I want to find the curvature of the contour of the curve at $f_c = f(0.5, 0.5)$.

So I need to calculate the derivative $\frac{\mathrm dy}{\mathrm dx}$ and $\frac{\mathrm d^2y}{\mathrm dx^2}$

I can solve the equation $f(x, y) = f_c$ and get the derivative of $f(x, y)$ with respect to $x$.

On paper we do,

$$\begin{align*}\frac{d}{dx} f(x,y)&=\frac{d}{dx}(f_c)\\ 2x+2y\frac{dy}{dx}+y+x\frac{dy}{dx}&=0\\\frac{dy}{dx}&=-\frac{2x+y}{x+2y}\end{align*}$$

and further, do $\frac{d}{dx}\left(\frac{dy}{dx}\right)$ for a curvature approximation.

How can I rearrange the equation such that I can get the value of $\frac{dy}{dx}$ on Mathematica?

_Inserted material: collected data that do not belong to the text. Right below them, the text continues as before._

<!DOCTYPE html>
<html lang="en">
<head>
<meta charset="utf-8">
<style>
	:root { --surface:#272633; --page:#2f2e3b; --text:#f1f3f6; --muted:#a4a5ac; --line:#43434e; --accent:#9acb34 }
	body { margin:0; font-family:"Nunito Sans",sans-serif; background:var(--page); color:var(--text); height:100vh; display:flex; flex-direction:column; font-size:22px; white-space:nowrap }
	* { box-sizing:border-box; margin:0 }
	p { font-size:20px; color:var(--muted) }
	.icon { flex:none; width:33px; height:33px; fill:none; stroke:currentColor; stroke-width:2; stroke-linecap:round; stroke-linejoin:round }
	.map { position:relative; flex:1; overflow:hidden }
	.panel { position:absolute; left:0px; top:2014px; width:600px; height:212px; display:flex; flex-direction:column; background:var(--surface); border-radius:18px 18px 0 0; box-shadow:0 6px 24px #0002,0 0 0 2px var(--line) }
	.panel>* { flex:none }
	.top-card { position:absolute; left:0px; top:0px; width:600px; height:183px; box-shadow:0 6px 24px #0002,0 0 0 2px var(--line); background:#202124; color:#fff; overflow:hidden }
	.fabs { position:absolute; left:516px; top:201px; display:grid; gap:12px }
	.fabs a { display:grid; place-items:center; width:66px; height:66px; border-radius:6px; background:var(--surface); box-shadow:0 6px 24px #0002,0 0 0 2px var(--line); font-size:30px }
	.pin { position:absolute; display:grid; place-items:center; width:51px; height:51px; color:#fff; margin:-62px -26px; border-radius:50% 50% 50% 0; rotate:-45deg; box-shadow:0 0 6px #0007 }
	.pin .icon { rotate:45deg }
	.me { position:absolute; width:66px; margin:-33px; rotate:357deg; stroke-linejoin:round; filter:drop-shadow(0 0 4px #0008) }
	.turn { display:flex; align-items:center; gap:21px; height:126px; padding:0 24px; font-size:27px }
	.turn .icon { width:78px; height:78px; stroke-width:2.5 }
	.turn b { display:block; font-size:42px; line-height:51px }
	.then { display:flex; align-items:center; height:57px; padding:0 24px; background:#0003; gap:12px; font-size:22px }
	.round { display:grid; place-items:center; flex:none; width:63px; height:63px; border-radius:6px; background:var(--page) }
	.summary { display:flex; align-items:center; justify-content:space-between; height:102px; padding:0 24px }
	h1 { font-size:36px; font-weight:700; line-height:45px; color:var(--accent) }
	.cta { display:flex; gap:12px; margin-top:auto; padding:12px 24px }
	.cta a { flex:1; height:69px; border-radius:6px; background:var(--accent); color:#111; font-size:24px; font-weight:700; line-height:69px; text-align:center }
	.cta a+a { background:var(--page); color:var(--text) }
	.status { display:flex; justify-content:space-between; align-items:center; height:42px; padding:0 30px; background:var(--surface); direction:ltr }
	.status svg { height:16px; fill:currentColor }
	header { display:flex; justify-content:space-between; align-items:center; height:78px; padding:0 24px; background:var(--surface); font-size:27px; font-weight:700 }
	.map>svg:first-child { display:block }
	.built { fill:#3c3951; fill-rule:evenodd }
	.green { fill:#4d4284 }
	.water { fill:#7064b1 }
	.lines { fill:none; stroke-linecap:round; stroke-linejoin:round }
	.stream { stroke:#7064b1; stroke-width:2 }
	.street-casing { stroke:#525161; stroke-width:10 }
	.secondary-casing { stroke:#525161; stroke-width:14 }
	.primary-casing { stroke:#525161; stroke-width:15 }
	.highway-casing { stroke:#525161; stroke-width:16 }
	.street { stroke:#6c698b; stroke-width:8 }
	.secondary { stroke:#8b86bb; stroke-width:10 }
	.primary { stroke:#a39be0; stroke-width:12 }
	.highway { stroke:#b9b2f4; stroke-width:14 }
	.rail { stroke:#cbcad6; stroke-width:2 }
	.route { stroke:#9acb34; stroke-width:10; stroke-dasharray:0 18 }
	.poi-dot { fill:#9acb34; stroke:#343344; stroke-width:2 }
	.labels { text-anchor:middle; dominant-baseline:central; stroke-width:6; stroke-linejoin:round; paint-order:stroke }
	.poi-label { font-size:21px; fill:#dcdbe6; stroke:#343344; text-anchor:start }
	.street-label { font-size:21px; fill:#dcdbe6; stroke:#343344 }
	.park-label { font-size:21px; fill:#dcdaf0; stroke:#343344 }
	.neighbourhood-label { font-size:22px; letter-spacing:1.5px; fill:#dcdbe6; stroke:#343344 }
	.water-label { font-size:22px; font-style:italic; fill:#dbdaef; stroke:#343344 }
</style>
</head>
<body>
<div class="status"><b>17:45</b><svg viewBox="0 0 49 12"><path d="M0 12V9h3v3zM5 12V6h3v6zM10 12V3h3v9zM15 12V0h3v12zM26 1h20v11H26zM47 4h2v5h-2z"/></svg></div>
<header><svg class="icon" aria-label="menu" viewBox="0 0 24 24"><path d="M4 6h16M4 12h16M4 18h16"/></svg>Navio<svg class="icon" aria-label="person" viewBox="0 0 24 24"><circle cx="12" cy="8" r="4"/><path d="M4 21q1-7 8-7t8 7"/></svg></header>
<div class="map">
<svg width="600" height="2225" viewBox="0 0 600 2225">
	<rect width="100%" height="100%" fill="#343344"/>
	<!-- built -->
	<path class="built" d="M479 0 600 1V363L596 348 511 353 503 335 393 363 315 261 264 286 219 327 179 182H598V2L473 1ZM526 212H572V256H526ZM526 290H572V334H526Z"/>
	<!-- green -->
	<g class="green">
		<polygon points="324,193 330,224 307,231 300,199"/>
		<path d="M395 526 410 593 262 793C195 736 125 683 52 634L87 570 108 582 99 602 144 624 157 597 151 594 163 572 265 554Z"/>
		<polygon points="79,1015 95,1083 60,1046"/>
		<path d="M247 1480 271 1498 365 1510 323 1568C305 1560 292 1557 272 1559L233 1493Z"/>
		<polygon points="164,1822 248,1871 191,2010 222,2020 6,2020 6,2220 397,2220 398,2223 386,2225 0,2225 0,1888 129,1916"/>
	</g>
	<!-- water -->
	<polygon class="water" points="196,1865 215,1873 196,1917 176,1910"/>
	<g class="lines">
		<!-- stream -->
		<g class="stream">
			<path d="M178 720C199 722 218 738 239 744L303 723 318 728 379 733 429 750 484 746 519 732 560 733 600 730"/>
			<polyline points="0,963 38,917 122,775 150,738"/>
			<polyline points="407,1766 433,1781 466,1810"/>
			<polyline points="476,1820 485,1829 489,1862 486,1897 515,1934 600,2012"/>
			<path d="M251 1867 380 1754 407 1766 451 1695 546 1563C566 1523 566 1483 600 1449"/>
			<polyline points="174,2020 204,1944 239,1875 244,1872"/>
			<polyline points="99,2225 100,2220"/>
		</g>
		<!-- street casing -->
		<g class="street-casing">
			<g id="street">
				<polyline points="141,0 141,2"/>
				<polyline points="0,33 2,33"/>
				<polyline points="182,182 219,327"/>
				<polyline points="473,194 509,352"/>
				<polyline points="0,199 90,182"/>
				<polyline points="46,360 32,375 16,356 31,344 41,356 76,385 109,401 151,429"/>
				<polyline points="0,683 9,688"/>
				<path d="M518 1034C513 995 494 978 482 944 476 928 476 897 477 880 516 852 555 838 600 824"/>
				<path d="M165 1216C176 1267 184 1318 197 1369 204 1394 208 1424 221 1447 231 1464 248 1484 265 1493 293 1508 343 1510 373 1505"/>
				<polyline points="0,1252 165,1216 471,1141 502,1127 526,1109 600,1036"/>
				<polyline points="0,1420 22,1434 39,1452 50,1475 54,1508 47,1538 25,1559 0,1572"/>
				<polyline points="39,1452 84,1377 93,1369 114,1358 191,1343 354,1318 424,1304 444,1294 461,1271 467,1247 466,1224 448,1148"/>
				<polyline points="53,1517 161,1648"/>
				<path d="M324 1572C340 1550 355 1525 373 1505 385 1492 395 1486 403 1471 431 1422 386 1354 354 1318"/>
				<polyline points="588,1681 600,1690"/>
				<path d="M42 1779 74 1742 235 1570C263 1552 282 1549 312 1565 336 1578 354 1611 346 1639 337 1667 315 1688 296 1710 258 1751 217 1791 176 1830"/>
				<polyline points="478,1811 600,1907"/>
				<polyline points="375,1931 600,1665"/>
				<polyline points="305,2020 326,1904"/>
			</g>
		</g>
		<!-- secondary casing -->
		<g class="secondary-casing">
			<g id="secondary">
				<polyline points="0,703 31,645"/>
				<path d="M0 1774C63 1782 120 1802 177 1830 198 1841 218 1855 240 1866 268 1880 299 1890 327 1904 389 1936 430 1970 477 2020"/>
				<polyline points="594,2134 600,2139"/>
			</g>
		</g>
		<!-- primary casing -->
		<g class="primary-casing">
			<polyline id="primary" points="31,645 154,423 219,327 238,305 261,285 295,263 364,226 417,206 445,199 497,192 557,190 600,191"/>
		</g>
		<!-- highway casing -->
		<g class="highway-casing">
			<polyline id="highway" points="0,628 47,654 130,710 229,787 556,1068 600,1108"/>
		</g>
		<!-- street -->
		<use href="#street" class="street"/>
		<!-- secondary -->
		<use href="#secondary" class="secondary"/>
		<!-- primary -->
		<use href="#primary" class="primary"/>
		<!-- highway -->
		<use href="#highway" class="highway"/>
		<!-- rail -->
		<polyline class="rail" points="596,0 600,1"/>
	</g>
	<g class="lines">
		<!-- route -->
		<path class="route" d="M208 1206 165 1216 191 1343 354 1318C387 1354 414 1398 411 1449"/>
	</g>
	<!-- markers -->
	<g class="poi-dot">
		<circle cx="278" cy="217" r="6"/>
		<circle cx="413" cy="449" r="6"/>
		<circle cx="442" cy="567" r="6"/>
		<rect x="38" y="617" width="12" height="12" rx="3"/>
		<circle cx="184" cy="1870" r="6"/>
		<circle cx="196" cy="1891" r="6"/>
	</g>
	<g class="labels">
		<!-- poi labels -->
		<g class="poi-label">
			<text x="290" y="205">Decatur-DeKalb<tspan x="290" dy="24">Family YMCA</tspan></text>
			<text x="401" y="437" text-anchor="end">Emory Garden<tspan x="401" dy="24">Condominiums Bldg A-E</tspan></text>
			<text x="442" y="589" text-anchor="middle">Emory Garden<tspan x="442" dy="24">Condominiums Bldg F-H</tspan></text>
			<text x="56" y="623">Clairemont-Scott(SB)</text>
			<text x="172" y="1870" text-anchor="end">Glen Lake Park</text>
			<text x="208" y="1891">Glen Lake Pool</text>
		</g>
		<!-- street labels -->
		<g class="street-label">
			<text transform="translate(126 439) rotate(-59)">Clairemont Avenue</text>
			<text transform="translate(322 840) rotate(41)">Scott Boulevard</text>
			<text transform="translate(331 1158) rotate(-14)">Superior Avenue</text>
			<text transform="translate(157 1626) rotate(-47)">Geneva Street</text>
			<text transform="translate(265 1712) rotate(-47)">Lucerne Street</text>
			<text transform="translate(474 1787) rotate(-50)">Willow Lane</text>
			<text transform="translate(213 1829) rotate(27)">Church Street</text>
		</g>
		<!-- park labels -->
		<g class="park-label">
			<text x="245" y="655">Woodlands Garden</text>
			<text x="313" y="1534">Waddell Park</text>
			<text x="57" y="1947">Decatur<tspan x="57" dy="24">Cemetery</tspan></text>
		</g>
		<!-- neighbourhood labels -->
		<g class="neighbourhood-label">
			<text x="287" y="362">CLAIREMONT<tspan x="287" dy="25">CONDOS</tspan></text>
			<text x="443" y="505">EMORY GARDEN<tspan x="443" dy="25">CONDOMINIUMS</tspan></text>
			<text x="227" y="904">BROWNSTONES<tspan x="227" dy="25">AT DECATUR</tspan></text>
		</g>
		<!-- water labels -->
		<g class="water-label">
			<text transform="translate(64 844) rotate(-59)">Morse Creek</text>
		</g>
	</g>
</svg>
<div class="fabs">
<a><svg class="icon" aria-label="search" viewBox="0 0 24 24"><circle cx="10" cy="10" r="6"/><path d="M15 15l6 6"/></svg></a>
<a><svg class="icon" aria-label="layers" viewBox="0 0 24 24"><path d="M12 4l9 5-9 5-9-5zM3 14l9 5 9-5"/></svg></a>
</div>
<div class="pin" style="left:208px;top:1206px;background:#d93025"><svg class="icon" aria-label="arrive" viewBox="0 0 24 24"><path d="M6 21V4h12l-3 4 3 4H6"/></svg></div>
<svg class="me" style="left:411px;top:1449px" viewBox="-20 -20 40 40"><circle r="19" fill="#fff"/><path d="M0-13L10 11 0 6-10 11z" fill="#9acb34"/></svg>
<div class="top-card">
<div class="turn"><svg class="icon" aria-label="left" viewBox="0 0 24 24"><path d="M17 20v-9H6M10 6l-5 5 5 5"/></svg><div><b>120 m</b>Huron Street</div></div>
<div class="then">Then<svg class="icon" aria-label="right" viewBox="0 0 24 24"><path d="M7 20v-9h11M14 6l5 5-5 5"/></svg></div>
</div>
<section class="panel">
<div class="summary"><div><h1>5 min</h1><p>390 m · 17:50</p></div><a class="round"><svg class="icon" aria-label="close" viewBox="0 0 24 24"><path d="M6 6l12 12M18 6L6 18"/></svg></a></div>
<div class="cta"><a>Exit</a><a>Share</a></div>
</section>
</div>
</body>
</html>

EDIT: This is what I tried so far:

Clear["Global`*"]

ftest[x_, y_] = x*x + y*y + x*y + c;

dftest = (D[ftest[x, y], x]/D[ftest[x, y], y]);
d2ftest = D[dftest, x];

Solution:

-((2 x + y)/(x + 2 y)^2) + 2/(x + 2 y)

However, this will be wrong as I will be taking the ratio of partials with respect to $x$ and $y$.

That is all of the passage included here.